I think you take it just exactly like he said. He doesn't care what you think about conversing with her. I didn't read the other thread, but you do not have to wait and see how this develops. The question is whether you are willing to add consequences to an ultimatum. Personally, if it were me, his reply would come to haunt him. It would be the words he hears when he either disconnects Facebook (because he is showing that he cannot be trusted), or moves out if he refuses to.


----------



## PHTlump (Jun 2, 2010)

You can't expect honesty and openness from your husband when you're hiding your own vice. Tell him about your gambling. He will be justifiably angry. Then tell him that his vice is this woman.
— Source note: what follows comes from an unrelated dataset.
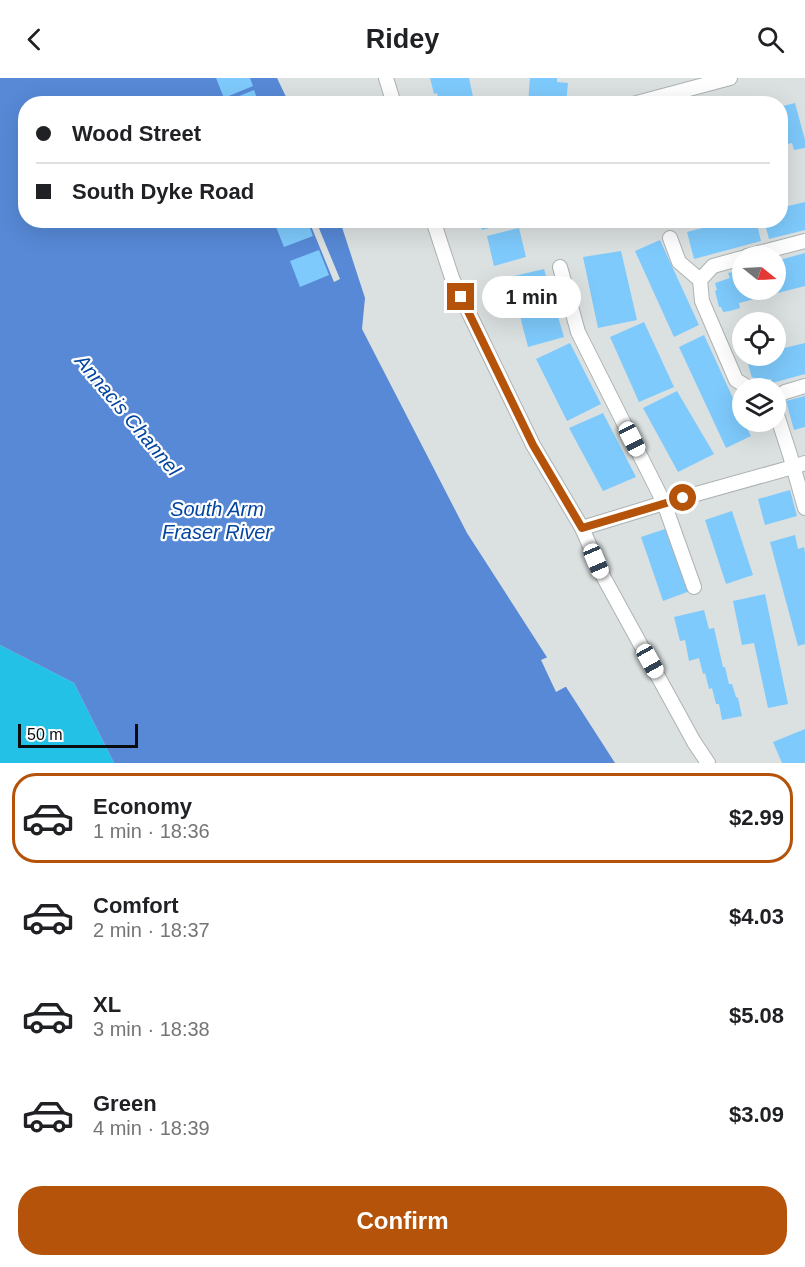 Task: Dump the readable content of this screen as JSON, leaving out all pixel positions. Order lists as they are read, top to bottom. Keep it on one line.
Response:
{"water":["Annacis Channel","South Arm Fraser River"],"scale_bar":"50 m","north":"right","page":{"header":"Ridey","banner":["Wood Street","South Dyke Road"],"bubble":"1 min","scale":"50 m","list":[{"name":"Economy","note":"1 min · 18:36","value":"$2.99"},{"name":"Comfort","note":"2 min · 18:37","value":"$4.03"},{"name":"XL","note":"3 min · 18:38","value":"$5.08"},{"name":"Green","note":"4 min · 18:39","value":"$3.09"}],"buttons":"Confirm"}} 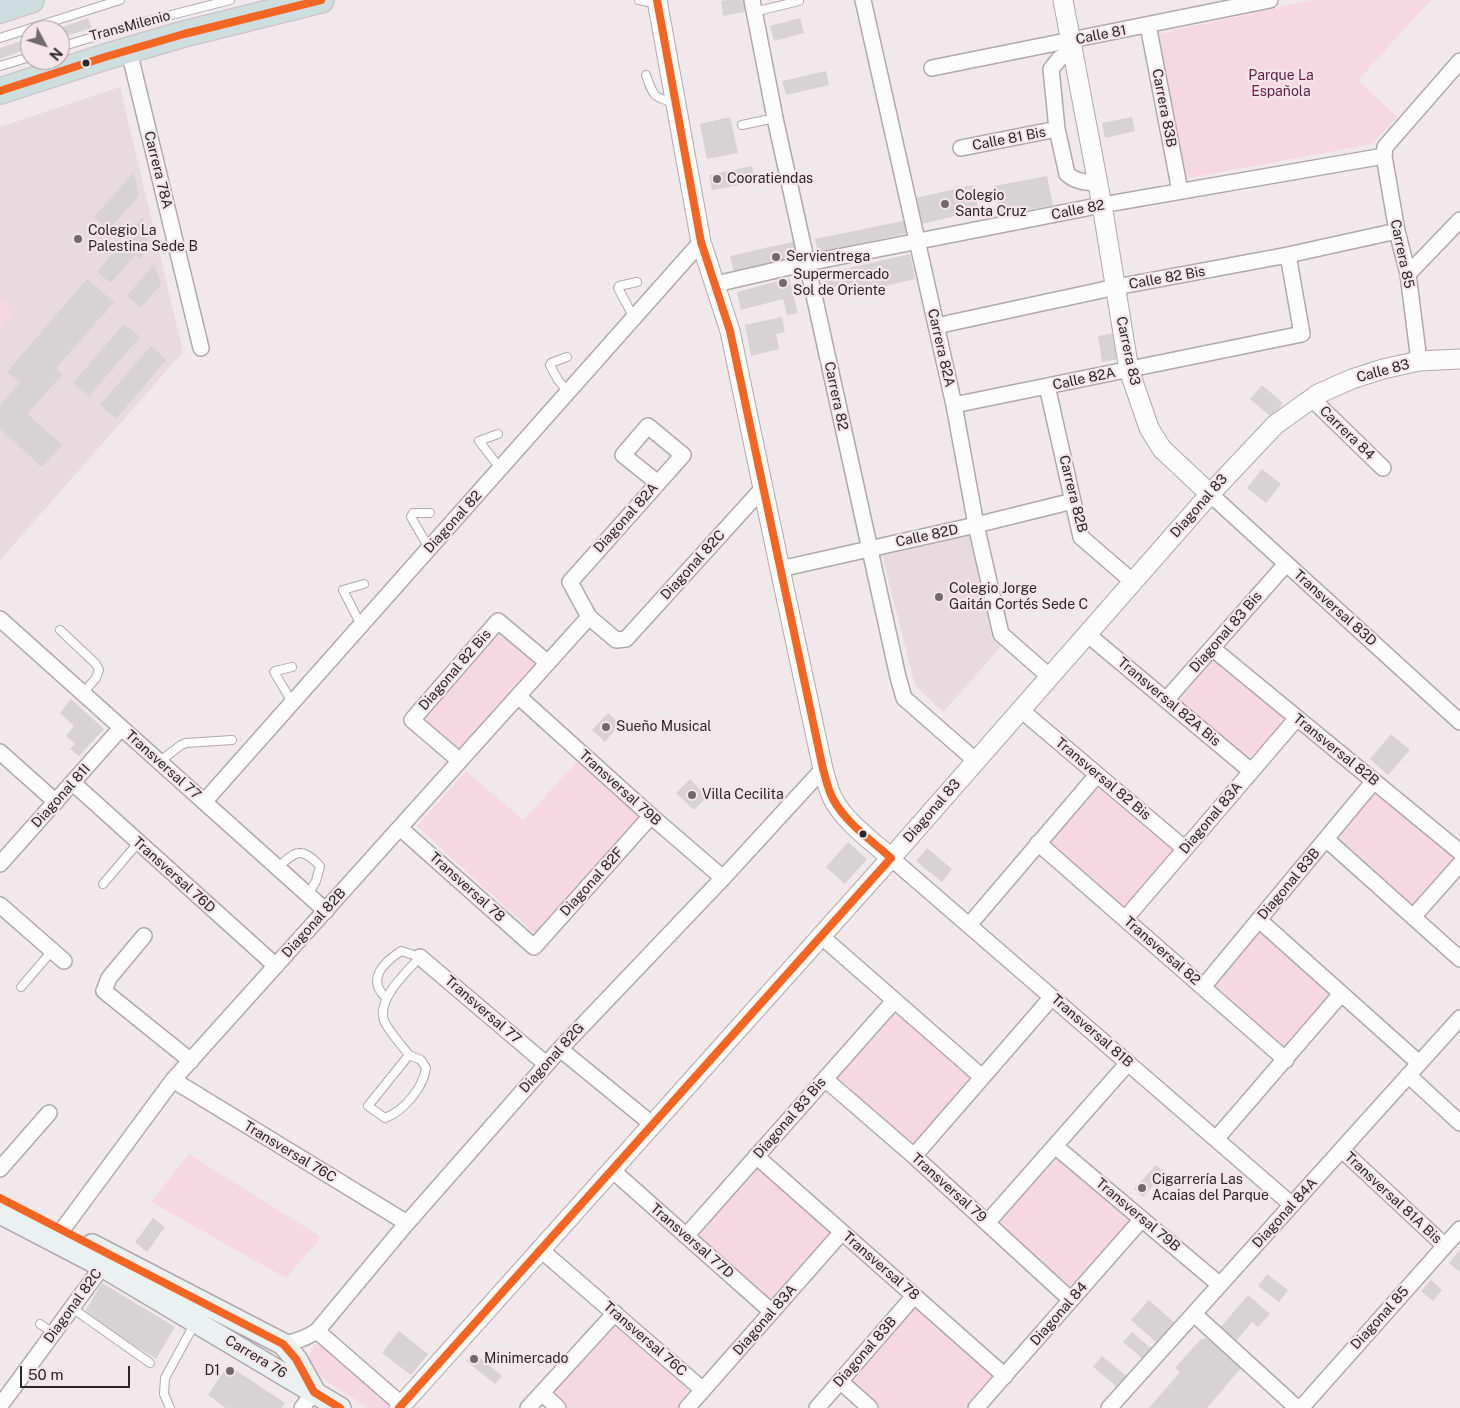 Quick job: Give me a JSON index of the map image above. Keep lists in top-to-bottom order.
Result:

If you came to your husband beforehand and asked whether you could gamble away a few hundred dollars, he would likely say no. Hopefully, you would respect that and not gamble. So why don't you tell him no? Tell him that this woman is a threat to your marriage and if he wants to carry on with her (whether in real life or on Facebook), then he needs to get out and start supporting two households.
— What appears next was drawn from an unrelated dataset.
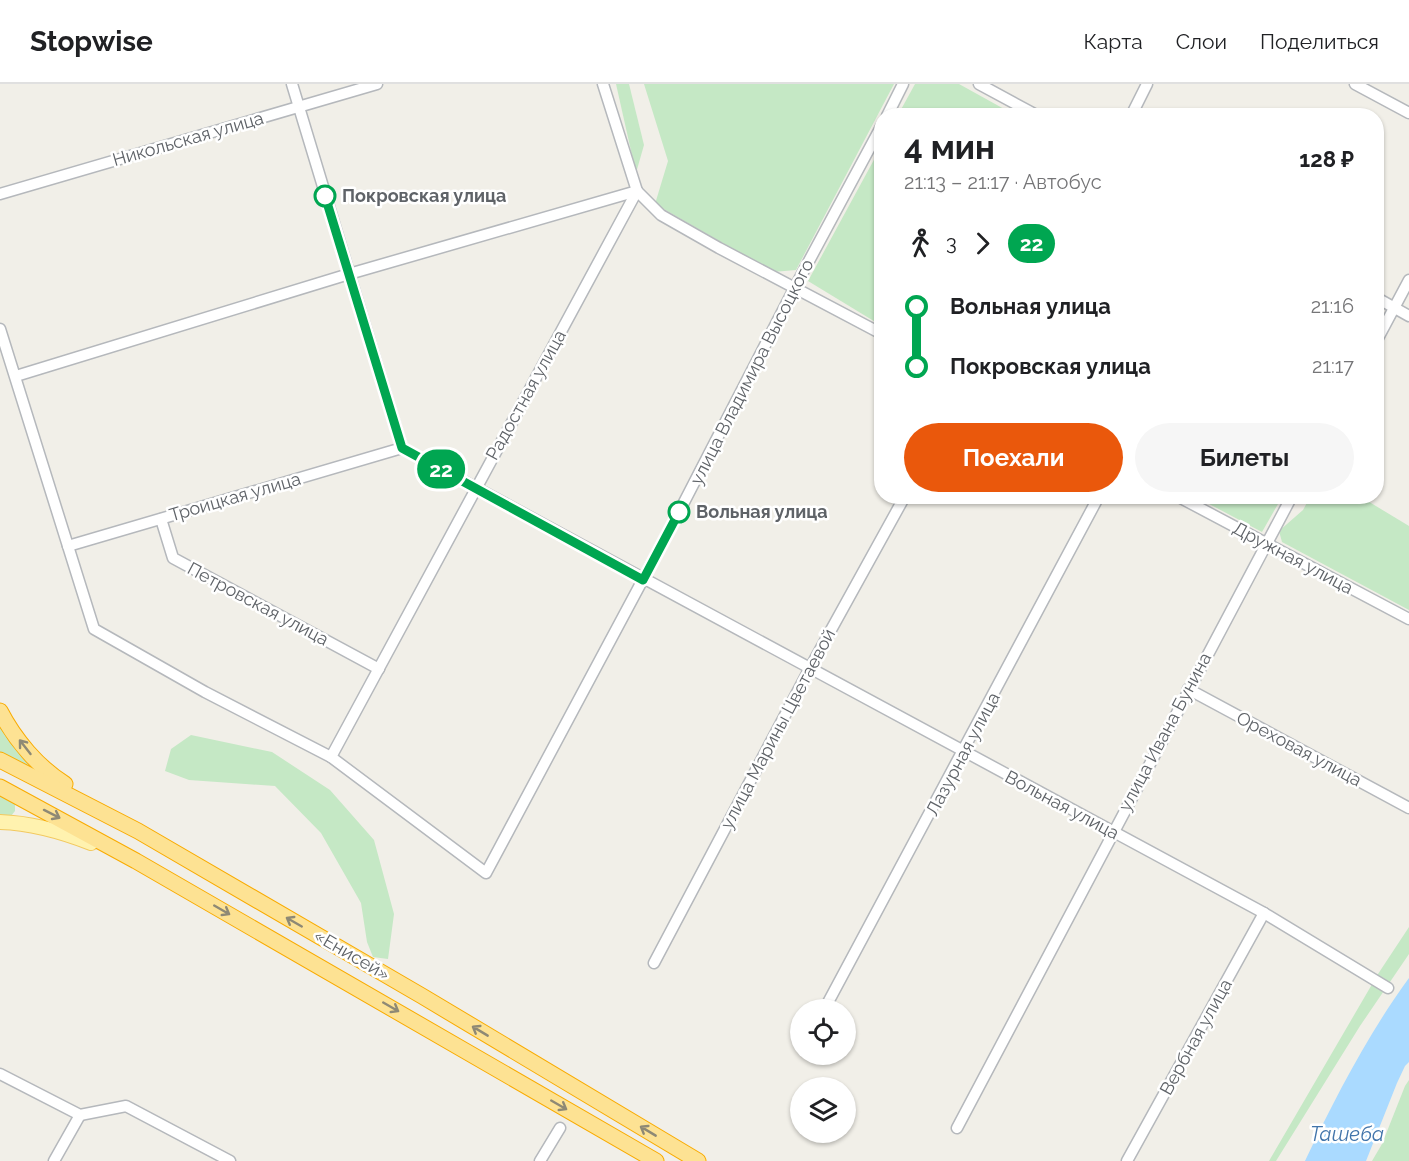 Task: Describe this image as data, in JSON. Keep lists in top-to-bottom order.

He may resent you for a while until the fog clears. But, your marriage would have one less threat.


----------



## sigma1299 (May 26, 2011)

Sorry you're here again Nikki. The advice you've been given so far I agree with. The line in the sand your H has drawn is not a good one, it is not the action of someone who either respects or cares about you. It also likely indicates he knows you aren't going to like what he has to say to the OW - red flag there for sure. You're just going to have to decide what you are and are not willing to live with and what the consequences you're willing to enforce are and then enforce them if necessary. Can't remember if the two of you are in MC or not, but it may be time if you're not. Communication is the key and it sounds like your H is not interested in communicating with you currently. Lay out your boundaries and expectations calmly and rationally and explain what you will do if he does not respect those. Then keep trying to get him to communicate, again, calmly and rationally.


----------



## Shaggy (Jul 17, 2011)

When he asked you, your response should have been "actually I don't accept you talking to her, and that's because of your history with and feelings for this woman. If there's one person out there who is a real threat to our relationship and marriage it's her. So just like I would say no to playing with fire inside a house, I will say no to you having more contact with her. Call it selfish, but I choose our marriage over making you happy by letting her into our lives."


----------



## AppleDucklings (Mar 27, 2011)

you are 100% positive he never had sex with her? You feel VERY confident that sex never happened?
Ok, so going with they never slept together, but you know he was at one time "in love with her", to me that is a big red flag. Maybe he is over her, I don't know, but judging from his reaction towards you, he is not over her and in fact he has done something with her or is in the planning stages of something happening.
Put your foot down, and if he tries to step on your foot, kick him. Nothing good will come from him being in contact with this woman.
Do NOT be your husband's second choice. Your husband does not get the option of speaking to her as long as it's open for you to see. All he will do here is make a few open message to pease you while having secret dirty chat behind your back. You will end being fooled by thinking everything is good while your husband is actually carrying on with things he shouldnt behind your back.


----------



## sexuallyfustrated (Mar 24, 2011)

PHTlump said:


> You can't expect honesty and openness from your husband when you're hiding your own vice. Tell him about your gambling. He will be justifiably angry. Then tell him that his vice is this woman.
> 
> If you came to your husband beforehand and asked whether you could gamble away a few hundred dollars, he would likely say no. Hopefully, you would respect that and not gamble. So why don't you tell him no? Tell him that this woman is a threat to your marriage and if he wants to carry on with her (whether in real life or on Facebook), then he needs to get out and start supporting two households.
> 
> He may resent you for a while until the fog clears. But, your marriage would have one less threat.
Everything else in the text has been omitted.